Using Claude / GPT-4o as a "thought partner" for refining your problem and the associated solution seems especially useful. I used these models not only to provide the final specification, but also to think through what it was I wanted out of my little app.
This part actually took the longest; it's why I think software engineering is going to evolve. Not everyone is going to want to sit down and deconstruct a problem. The skills of the best "traditional" software engineers and the software engineers of tomorrow are largely the same in this regard.
Like all models, o1 has a knowledge cutoff that hampered its ability to use the latest and greatest.
For this reason, RAG still has a very important role to play, even as models get more powerful.
Ironically, o1 experienced egregious hallucinations regarding AI model names and API calls. It kept wanting to use gpt-4, despite strong prompting indicating newer models with newer capabilities, like multimodality were available. I even provided snippets of documentation and told it to reference that.
It struggled with structured outputs especially, even when an example was specified.
While getting to a working prototype is very useful, iteration remains king.
I integrated some specific knowledge about LLM calls, like tuning the temperature parameter to better serve the task at hand. This is not something that's easy to discern early on.
"Last mile" knowledge like how to deploy an app is still immensely valuable and hard to prompt for.
Latency is very task dependent, which was cool to see. This makes sense, because like humans, some tasks require more thinking than others.

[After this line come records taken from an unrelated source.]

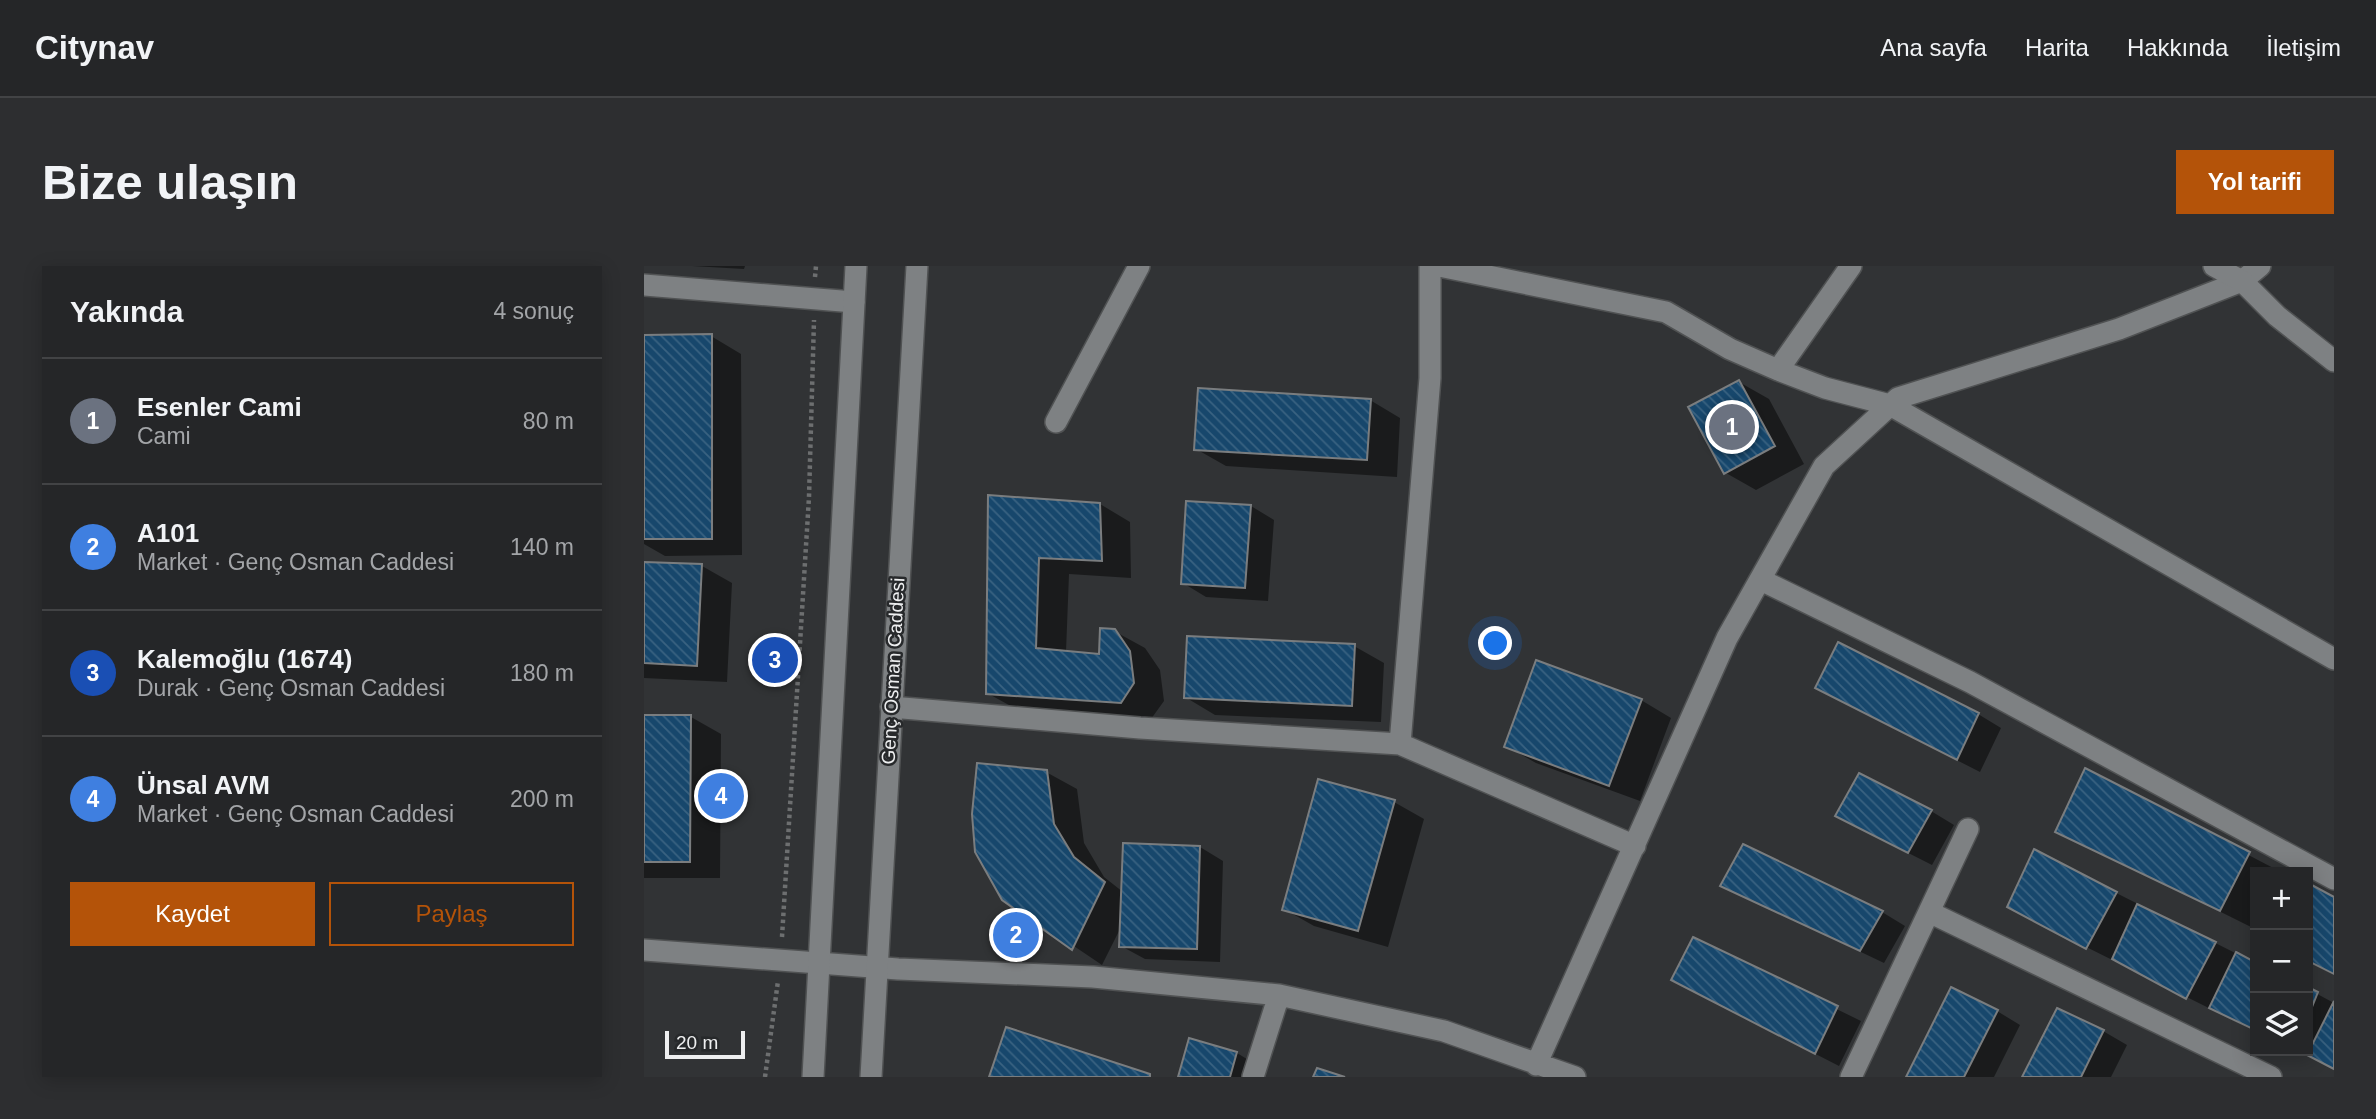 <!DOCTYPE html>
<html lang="tr">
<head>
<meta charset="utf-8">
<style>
  :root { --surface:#252628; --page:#2d2e30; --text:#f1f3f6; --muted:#a3a5a8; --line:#424345; --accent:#b45309 }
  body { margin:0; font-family:Arial,sans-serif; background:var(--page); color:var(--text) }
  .controls { position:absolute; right:21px; bottom:21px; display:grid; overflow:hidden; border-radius:0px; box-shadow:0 4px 18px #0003 }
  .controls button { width:63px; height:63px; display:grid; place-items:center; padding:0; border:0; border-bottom:2px solid var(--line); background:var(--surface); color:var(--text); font:35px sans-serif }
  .scale { position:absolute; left:21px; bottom:18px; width:80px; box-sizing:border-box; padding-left:7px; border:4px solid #eeeff0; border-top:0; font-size:19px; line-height:24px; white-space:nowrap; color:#eeeff0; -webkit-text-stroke:5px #27292b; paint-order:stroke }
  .you { position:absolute; left:852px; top:378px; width:24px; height:24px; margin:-18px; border:5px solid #fff; border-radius:50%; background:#1a73e8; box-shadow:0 0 0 10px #1a73e833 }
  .badge { display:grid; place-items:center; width:46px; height:46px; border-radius:50%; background:var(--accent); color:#fff; font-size:23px; font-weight:700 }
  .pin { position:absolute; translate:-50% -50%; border:4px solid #fff; box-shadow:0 2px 7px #0006 }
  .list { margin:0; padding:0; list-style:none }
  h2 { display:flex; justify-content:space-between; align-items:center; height:91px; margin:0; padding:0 28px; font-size:30px }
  h2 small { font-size:23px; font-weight:400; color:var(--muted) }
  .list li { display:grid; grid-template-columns:46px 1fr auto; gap:21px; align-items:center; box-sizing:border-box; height:126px; padding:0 28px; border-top:2px solid var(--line) }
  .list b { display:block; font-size:26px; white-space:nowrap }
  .list p { margin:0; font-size:23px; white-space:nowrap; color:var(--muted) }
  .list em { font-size:23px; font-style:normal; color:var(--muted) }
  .actions { display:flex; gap:14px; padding:21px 28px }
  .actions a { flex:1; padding:16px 0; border:2px solid var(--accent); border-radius:0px; text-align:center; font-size:24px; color:var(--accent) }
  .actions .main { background:var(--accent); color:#fff }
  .icon { flex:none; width:38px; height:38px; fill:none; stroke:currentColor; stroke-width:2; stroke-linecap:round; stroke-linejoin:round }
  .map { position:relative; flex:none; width:1690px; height:811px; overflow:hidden; border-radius:0px }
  header { display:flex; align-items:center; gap:42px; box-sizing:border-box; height:98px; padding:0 35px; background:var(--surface); border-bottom:2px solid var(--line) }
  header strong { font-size:33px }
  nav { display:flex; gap:38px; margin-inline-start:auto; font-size:24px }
  .intro { display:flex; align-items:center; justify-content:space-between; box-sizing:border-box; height:168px; padding:0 42px }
  h1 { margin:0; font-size:49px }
  .button { padding:18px 32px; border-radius:0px; background:var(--accent); color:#fff; font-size:24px; font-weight:700 }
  main { display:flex; gap:42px; padding:0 42px }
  aside { flex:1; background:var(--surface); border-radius:0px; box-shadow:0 4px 18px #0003 }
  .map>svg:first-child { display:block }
</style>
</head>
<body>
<header>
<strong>Citynav</strong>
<nav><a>Ana sayfa</a><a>Harita</a><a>Hakkında</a><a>İletişim</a></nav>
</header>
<div class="intro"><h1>Bize ulaşın</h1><a class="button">Yol tarifi</a></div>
<main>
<aside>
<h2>Yakında<small>4 sonuç</small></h2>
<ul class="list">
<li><span class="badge" style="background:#6b7280">1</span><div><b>Esenler Cami</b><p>Cami</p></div><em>80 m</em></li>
<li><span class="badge" style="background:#3f7fe0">2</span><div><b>A101</b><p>Market · Genç Osman Caddesi</p></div><em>140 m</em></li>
<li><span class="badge" style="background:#1a4fb4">3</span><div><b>Kalemoğlu (1674)</b><p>Durak · Genç Osman Caddesi</p></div><em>180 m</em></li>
<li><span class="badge" style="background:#3f7fe0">4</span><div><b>Ünsal AVM</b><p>Market · Genç Osman Caddesi</p></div><em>200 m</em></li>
</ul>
<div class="actions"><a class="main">Kaydet</a><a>Paylaş</a></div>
</aside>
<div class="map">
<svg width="1690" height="811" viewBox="0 0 1690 811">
  <defs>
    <pattern id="building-back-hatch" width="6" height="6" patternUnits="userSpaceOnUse" patternTransform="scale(1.75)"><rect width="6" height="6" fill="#17476c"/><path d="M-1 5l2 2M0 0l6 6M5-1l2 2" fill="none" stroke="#396281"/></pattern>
  </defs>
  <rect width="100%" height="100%" fill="#313335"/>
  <!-- shadow -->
  <path fill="#0007" d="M48 0H101L100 3Z
    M67 70 97 88 98 289 21 290 0 278V71Z
    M1095 116 1125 133 1160 198 1112 224 1082 207Z
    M726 134 756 152 753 211 582 200 552 183Z
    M346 231 456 238 486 256 487 312 425 308 422 386 457 390 470 365 501 382 516 404 520 435 507 453 374 444 343 427Z
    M544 237 607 240 630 254 624 335 562 331 539 317Z
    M0 297 58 300 88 317 83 416 0 412Z
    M710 380 740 397 737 456 571 449 541 431Z
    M997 434 1027 452 996 535 892 497 862 480Z
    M1197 435 1334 448 1357 462 1336 506Z
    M0 451H47L77 468 76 612H0Z
    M1442 504 1635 605 1611 606V652L1607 661 1414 565Z
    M402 506 433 523 440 577 460 611 479 626 556 581 579 595 576 696 501 693 477 680 478 659 458 699 360 633Z
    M676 515 750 536 780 553 744 681 670 660 640 643Z
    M1287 545 1310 559 1288 599 1217 563Z
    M1391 586 1611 697V765L1388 654Z
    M1664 619 1690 633V709L1664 695Z
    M1078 620 1238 646 1261 660 1240 697Z
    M1050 673 1217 755 1195 800 1053 727Z
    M1664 723 1690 737V803L1653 785H1664Z
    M1353 745 1376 759 1350 811H1264Z
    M1459 765 1483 779 1467 811H1380Z
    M546 774 593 787 616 801 613 811H536Z"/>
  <!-- building -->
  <path fill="url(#building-back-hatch)" stroke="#7a7d7f" stroke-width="2" d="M68 68V273H0V69Z
    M1095 114 1131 180 1080 208 1044 141Z
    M554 122 727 133 723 194 550 184Z
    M344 229 456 237 458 295 395 292 392 382 455 388 456 362 471 363 486 385 490 417 477 437 342 428Z
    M542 235 607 239 601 322 537 318Z
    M0 296 58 298 53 400 0 397Z
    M543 370 711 378 708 440 540 432Z
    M1194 376 1335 447 1313 494 1171 422Z
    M892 394 998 433 965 520 860 481Z
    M0 449H47L46 596H0Z
    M333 497 403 504 410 558 430 591 461 616 428 684 358 634 331 586 328 548Z
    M1441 502 1606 586 1576 645 1411 566Z
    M1215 507 1288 544 1264 587 1191 550Z
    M674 513 751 534 714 665 638 644Z
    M479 577 556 580 553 683 475 681Z
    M1099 578 1239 645 1216 685 1076 620Z
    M1390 583 1473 626 1442 683 1363 641Z
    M1664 617 1690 631V708L1664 695Z
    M1493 638 1572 676 1542 733 1468 693Z
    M1049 671 1194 740 1171 788 1027 714Z
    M1592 686 1611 696V764L1565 742Z
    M1307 721 1354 744 1320 811H1262Z
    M1664 721 1674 726 1664 751Z
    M1690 735V803L1663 789Z
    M1413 742 1460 764 1437 811H1378Z
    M362 761 506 808V811H345Z
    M545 772 593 786 586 811H534Z
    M673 802 701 811H669Z"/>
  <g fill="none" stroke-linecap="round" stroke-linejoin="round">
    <defs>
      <path id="minor" d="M795 0 1022 46 1086 83 1134 104 1181 122 1246 139 1690 393
        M0 19 210 36
        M1134 104 1207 0
        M412 156 495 0
        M1117 314 1326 416 1690 613
        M247 441 496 462 756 478 991 580
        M756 478 786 112V0
        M1285 646 1627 811
        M0 684 254 703 449 711 635 729 800 765 931 811
        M892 799 1083 372 1180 200 1254 132 1475 63 1598 15 1616 0
        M609 811 635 729
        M1207 811 1324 563"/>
      <path id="tertiary" d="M1570 0 1598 15 1633 50 1690 95"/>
      <path id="secondary" d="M169 811 212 0
        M227 811 273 0"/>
    </defs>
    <!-- minor casing -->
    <use href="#minor" stroke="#505253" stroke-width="24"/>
    <!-- tertiary casing -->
    <use href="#tertiary" stroke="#505253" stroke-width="24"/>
    <!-- secondary casing -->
    <use href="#secondary" stroke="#505253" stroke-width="24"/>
    <!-- path -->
    <path stroke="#6d6f70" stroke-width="4.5" stroke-dasharray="3.5 3.5" stroke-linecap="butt" d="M171 11 172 0
      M138 671 165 231 170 54
      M121 811 134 715"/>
    <!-- minor -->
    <use href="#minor" stroke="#7e8183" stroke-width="21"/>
    <!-- tertiary -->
    <use href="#tertiary" stroke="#7e8183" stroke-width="21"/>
    <!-- secondary -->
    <use href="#secondary" stroke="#7e8183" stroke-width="21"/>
  </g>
  <g text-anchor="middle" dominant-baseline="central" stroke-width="5" stroke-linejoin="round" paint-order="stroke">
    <!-- street labels -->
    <g font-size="19" fill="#eeeff0" stroke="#27292b">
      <text transform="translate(249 405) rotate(-87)">Genç Osman Caddesi</text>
    </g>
  </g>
</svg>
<div class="controls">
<button>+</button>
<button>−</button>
<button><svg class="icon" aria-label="layers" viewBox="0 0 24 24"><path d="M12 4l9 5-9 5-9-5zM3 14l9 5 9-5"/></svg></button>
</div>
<div class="scale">20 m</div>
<div class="you"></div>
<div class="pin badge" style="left:1088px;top:161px;background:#6b7280">1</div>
<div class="pin badge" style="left:372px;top:669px;background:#3f7fe0">2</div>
<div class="pin badge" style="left:131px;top:394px;background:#1a4fb4">3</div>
<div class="pin badge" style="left:77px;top:530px;background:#3f7fe0">4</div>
</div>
</main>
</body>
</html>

One response took ~40 seconds, another ~20 seconds.
This can also be problematic for real-time applications, but as mentioned before, o1 excels as reasoning, so real time is not the best use-case.
The speed at which o1 can generate a working prototype suggests that the role of software developers may evolve more towards problem definition, architecture design, and fine-tuning rather than writing every line of code from scratch. I did not review or care for any of the code generated.
Unrelated to anything I tried, but pointed out by a friend, o1 and o1-mini provide the most output token capacity of any OpenAI models (up to 65k tokens):
I speculate that o1 excels at "self-contained" reasoning work, as demonstrated by OpenAI's benchmarks in competitive coding, math and science. Software engineering entails a lot more than coding, including integration between different systems, requirements-gathering, and testing. With this lens, the shortcomings I observed are not surprisingly. Integrating HTML, JS and Python is often times annoying "integration" work that requires experimentation. Many times, after building a prototype you find that you underspecified your requirements, but the only way to find out is by doing.
All this being said, I'm less than 24 hours into using o1 so I'm sure I'll learn more about its optimal use over time. 😅
Conclusion
o1 represents a significant step forward in AI reasoning capabilities, but it's not a one-size-fits-all solution. Its strengths lie in complex problem-solving and planning, rather than rapid-fire tasks or real-time applications. As we continue to explore and experiment with o1, we'll likely uncover more optimal use cases and integration strategies. The future of AI-assisted development looks promising, but it's clear that human insight and expertise will remain crucial in navigating the complexities of software engineering.